→ **Supplied entries**

::::::::::

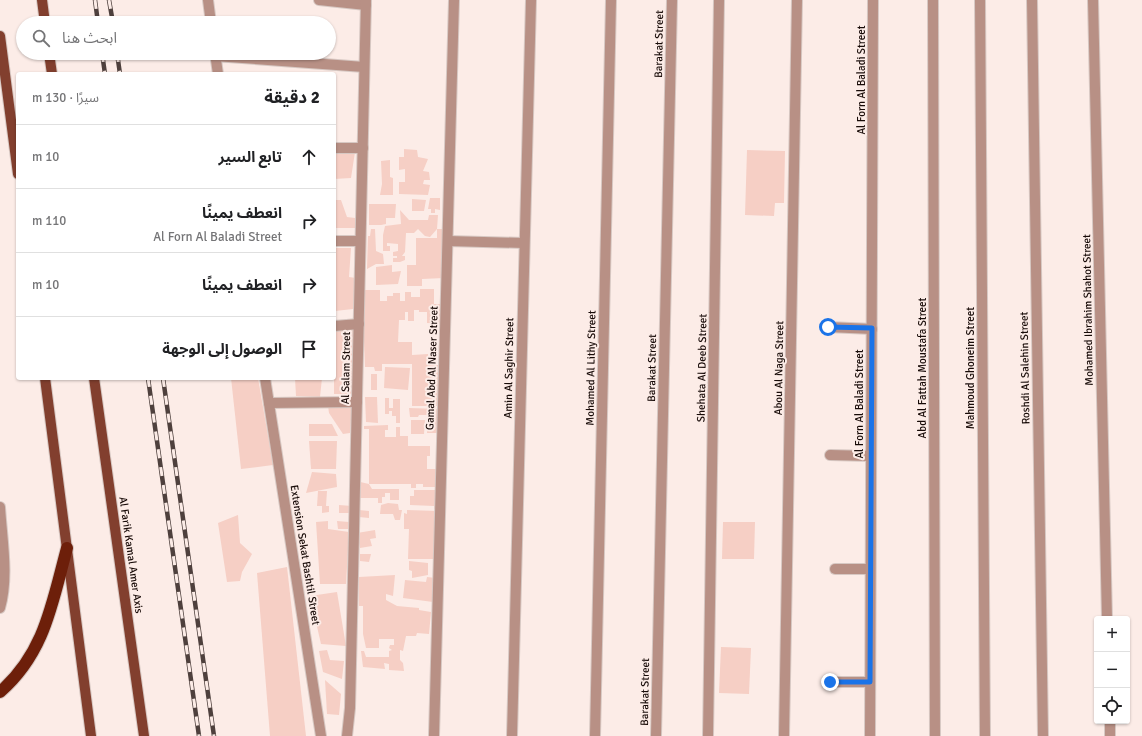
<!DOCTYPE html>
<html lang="ar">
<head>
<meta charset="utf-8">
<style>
  body { margin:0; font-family:Signika,"Noto Sans Arabic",sans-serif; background:#f2f2f2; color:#202124; direction:rtl }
  .controls { position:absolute; right:12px; bottom:12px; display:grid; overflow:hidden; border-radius:4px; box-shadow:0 1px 3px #0004 }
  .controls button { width:36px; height:36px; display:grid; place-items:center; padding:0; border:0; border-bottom:1px solid #e0e0e0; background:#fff; color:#202124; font:20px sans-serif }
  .stop { position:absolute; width:12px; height:12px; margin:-9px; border:3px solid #1a73e8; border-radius:50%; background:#fff }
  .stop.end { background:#1a73e8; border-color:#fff; box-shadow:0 1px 4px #0008 }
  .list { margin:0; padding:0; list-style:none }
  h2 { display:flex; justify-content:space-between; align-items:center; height:52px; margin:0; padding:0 16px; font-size:17px }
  h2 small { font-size:13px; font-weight:400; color:#757577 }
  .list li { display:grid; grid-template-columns:26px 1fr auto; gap:12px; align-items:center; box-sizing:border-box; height:64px; padding:0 16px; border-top:1px solid #e0e0e0 }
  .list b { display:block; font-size:15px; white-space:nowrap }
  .list p { margin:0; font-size:13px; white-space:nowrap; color:#757577 }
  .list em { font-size:13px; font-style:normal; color:#757577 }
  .icon { flex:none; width:22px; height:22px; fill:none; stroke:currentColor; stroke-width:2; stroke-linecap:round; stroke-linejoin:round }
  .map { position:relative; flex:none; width:1142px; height:736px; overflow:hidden; direction:ltr }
  .search { position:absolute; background:#fff; box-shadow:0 1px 3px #0004; left:16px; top:16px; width:320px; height:44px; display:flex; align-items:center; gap:10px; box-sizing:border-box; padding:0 14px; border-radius:22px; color:#757577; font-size:15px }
  .panel { position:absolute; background:#fff; box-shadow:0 1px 3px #0004; left:16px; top:72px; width:320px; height:308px; border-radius:4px; direction:rtl }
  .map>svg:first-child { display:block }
  .building { fill:#f6cfc5 }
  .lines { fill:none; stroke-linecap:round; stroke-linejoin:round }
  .minor-casing { stroke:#d7c8c3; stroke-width:12 }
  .primary-casing { stroke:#d7c8c3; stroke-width:12 }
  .motorway-casing { stroke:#d7c8c3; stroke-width:14 }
  .minor { stroke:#b89085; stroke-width:10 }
  .primary { stroke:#823f2e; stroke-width:10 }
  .motorway { stroke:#6d1f0a; stroke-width:12 }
  .rail-casing { stroke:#4e403d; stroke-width:4.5 }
  .rail { stroke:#fcece7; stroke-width:3; stroke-dasharray:9; stroke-linecap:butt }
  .route { stroke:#1a73e8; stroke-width:5 }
  .labels { text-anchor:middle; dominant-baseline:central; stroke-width:4; stroke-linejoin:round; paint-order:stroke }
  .street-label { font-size:11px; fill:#170a07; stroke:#fcece7 }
</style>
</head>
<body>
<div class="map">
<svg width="1142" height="736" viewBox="0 0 1142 736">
  <rect width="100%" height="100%" fill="#fcece7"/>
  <g class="building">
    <path d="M404,149l13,1 1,7 10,2 -5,12 6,1 1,8h-6l-1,4 7,1 -2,10 -29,-1v-12h6v-13l-6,1v-13h5z"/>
    <path d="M747,150l38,1 -1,52h-9l-1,13 -29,-1z"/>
    <path d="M355,152l-4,26 -17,1v-26z"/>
    <path d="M390,160v17l3,1v17h-13l2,-11 -1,-23z"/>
    <path d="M430,198h10v12l-5,-1v4h-4v-4h-3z"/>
    <path d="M412,199l14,1 -2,11h-12z"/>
    <path d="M334,200h7l6,17 8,1v10h-21z"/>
    <path d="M369,204h27l-1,14h-9v6l-5,1h-12z"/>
    <path d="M400,210l9,10h19l1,-5h9l-1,14 -7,8 -5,-1 -7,-7 -4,4h-8l-1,19 -3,4h3v4l-5,2h-7v-4h4v-2h-4v-4l5,-1v-7l-11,-1v3h3v5h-7v-16l2,-9 16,-2z"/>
    <path d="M371,229h4l1,22 7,3 1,10h-8l-9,5 1,-33h2z"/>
    <path d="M437,229h7v49l-22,1v7h-15v-21h9v-27h21z"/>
    <path d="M334,248h17l-2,29 7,1 -3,31 -18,2z"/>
    <path d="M392,265v7l9,-1 -3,13 -22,1v-18z"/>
    <path d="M420,289h14v15h9v20l-16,-1v-11h-8v-2h-5v11h-6v-9h-3v8h-6l-1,22h14v13l16,-1v11h13v41h-29v-42h-30v7h-7l-1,-4h-9l-3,-77h18v11h7v-5h6v-3h7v8h5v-9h6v5h9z"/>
    <path d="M354,329l-2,65h-18v-64z"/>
    <path d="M385,367l25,1 -2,22 -24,-2z"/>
    <rect x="371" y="374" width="6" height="16"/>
    <path d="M231,378h27l15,87 -32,4z"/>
    <path d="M295,378h27l-2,19 -24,-1z"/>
    <path d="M365,397h12l1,26 -12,-1z"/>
    <path d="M385,398h4v10h4v-9h7v24h-4v-7h-4v-5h-3v3h-4z"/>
    <path d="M328,406l24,1 -2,26 -7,1 -14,-21z"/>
    <path d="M409,408l31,1v24h-13l2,-18h-10l-1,2h-8z"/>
    <path d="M411,420h14l-1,14h-13z"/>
    <path d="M309,424h23l6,12h-29z"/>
    <path d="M388,425v5h-3v7h11v-10h4v9h8v10h22v10h-3v13h10l1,18h-15v-3h-7v4h-5v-4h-42v-55h-5v-3z"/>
    <path d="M309,441h28l-1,28h-25z"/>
    <path d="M312,472l24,2 1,13 -31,6z"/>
    <path d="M356,481l13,3 3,5h27v11h-9v-7h-5v4h-3v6h-4v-5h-22z"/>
    <path d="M414,490h24v19h-4v-3l-24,-1v-9h4z"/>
    <path d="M318,491h9l-1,15h3v6l-7,1v-7h-5z"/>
    <path d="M388,503l10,1 1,6h3l-2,10h-5l-2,-6h-13l1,-9z"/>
    <path d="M339,505l13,1v7h-13z"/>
    <path d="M359,510l10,1v7l-10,-1z"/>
    <path d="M407,510l31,1 -1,48h-29l1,-30h-5v-16l3,1z"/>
    <path d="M238,515l2,28 12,11 -10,18 -2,9 -13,1 -9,-59z"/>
    <path d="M328,521v8l21,3 -3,52h-26l-4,-62z"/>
    <path d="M337,521l12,1v7h-11z"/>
    <path d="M723,522h32l-1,37h-32z"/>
    <path d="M375,530l1,8 -6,1 2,7 -12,2 -3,-15z"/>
    <path d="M360,554h11l-2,8 -9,-1z"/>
    <path d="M409,561l19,2v12l-16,3v-7l-3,-1z"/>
    <path d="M287,567l19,169h-36l-13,-163z"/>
    <path d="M395,575l-2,21 -7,-2v6l11,6 22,2v2l12,2 -2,22 -12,-1 -1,3h-10l-3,15 -3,-1v10l3,3 1,8 -15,-1v-6l-5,-1 1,6 -22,-2 -2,-16h3l2,6h23v-6l3,-1 -3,-2 1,-3h4v-6h-15v9h-13l-3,-14v-28h-4v-29z"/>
    <path d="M427,577l9,1 -3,24 -30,-4 2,-18 21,2z"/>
    <path d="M337,592l9,54 -25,-2 -11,-48z"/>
    <path d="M721,647l30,1 -2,46 -30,-1z"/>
    <path d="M327,650l3,10 14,1 -2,18 -19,-7 -4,-21z"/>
    <path d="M325,680l16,14 -2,21 -12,-1z"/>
  </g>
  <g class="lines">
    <defs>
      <g id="minor">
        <path d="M208,0l3,23"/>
        <path d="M319,0l47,5"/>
        <path d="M933,0l2,736"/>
        <path d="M980,0l5,736"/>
        <path d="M1032,0l11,736"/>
        <path d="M1093,0l14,619"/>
        <path d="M215,53l3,21"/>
        <path d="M215,56l149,11"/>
        <path d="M334,148h29"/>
        <path d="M334,241h26"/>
        <path d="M448,241l76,2"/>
        <path d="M334,326l25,-2"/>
        <path d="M828,327l44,2"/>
        <path d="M265,378l56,358"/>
        <path d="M269,403l88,-1"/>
        <path d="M830,455l41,1"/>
        <path d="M0,507c2,33 9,69 0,101"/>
        <path d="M835,569h35"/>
        <path d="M830,682h40"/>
        <path d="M1110,721v15"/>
        <path d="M347,736l3,-28 16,-708"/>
        <path d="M434,736l20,-736"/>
        <path d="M512,736l19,-736"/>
        <path d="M595,736l16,-736"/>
        <path d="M656,736l16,-736"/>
        <path d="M708,736l11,-736"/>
        <path d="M784,736l13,-736"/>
        <path d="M870,736l3,-736"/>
      </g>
      <g id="primary">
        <path d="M42,0l3,23"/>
        <path d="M0,36l18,138"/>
        <path d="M49,53l3,21"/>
        <path d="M45,378l46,358"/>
        <path d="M94,378l50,358"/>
      </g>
      <path id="motorway" d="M0,692c45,-39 52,-89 67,-144"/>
    </defs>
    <use href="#minor" class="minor-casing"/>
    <use href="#primary" class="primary-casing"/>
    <use href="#motorway" class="motorway-casing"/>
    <use href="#minor" class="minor"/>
    <use href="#primary" class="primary"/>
    <use href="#motorway" class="motorway"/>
    <defs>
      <g id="rail">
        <path d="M95,0l3,23"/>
        <path d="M109,0l4,23"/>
        <path d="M102,53l3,21"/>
        <path d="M117,53l3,21"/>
        <path d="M148,378l51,358"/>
        <path d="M163,378l51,358"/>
      </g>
    </defs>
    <use href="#rail" class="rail-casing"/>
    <use href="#rail" class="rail"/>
  </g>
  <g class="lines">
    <path class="route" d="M828,327l44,1 -2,354h-40"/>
  </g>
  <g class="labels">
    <g class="street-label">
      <text transform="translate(659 44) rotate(-89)">Barakat Street</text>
      <text transform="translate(861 80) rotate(-90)">Al Forn Al Baladi Street</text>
      <text transform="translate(1088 310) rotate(-91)">Mohamed Ibrahim Shahot Street</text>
      <text transform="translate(346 368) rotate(-89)">Al Salam Street</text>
      <text transform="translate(432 368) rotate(-88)">Gamal Abd Al Naser Street</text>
      <text transform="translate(509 368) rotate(-89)">Amin Al Saghir Street</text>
      <text transform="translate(591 368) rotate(-89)">Mohamed Al Lithy Street</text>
      <text transform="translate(652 368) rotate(-89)">Barakat Street</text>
      <text transform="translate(702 368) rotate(-89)">Shehata Al Deeb Street</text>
      <text transform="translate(779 368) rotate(-89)">Abou Al Naga Street</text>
      <text transform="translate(922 368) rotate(-90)">Abd Al Fattah Moustafa Street</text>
      <text transform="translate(970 368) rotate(-90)">Mahmoud Ghoneim Street</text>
      <text transform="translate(1025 368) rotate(-91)">Roshdi Al Salehin Street</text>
      <text transform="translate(859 404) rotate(-90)">Al Forn Al Baladi Street</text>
      <text transform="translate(131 555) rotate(82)">Al Farik Kamal Amer Axis</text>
      <text transform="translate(305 555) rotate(81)">Extension Sekat Bashtil Street</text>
      <text transform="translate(645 692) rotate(-89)">Barakat Street</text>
    </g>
  </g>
</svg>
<div class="controls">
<button>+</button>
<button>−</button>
<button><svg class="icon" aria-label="locate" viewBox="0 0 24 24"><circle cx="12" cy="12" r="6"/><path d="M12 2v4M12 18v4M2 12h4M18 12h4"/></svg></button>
</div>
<div class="stop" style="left:828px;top:327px"></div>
<div class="stop end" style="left:830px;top:682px"></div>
<div class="search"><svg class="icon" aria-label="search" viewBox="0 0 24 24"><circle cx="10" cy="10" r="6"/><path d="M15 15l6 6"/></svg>ابحث هنا</div>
<section class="panel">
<h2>2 دقيقة<small>سيرًا · 130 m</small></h2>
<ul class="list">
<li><svg class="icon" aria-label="ahead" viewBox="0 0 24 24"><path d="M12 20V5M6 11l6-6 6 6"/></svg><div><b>تابع السير</b></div><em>10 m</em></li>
<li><svg class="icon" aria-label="right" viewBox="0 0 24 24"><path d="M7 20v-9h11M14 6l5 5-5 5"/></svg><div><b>انعطف يمينًا</b><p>Al Forn Al Baladi Street</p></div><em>110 m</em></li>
<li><svg class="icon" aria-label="right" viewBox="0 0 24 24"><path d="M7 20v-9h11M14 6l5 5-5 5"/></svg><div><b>انعطف يمينًا</b></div><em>10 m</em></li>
<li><svg class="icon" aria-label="arrive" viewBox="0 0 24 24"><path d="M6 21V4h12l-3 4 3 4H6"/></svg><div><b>الوصول إلى الوجهة</b></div></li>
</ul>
</section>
</div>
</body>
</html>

::::::::::

→ **Work request**
An exact copy of the lines above between the line holding "display:grid; grid-template-columns:26px 1fr" and the line holding "font-size:13px; font-style:normal; color:#757577", inclusive, is the whole answer.

→ **Task output**
  .list li { display:grid; grid-template-columns:26px 1fr auto; gap:12px; align-items:center; box-sizing:border-box; height:64px; padding:0 16px; border-top:1px solid #e0e0e0 }
  .list b { display:block; font-size:15px; white-space:nowrap }
  .list p { margin:0; font-size:13px; white-space:nowrap; color:#757577 }
  .list em { font-size:13px; font-style:normal; color:#757577 }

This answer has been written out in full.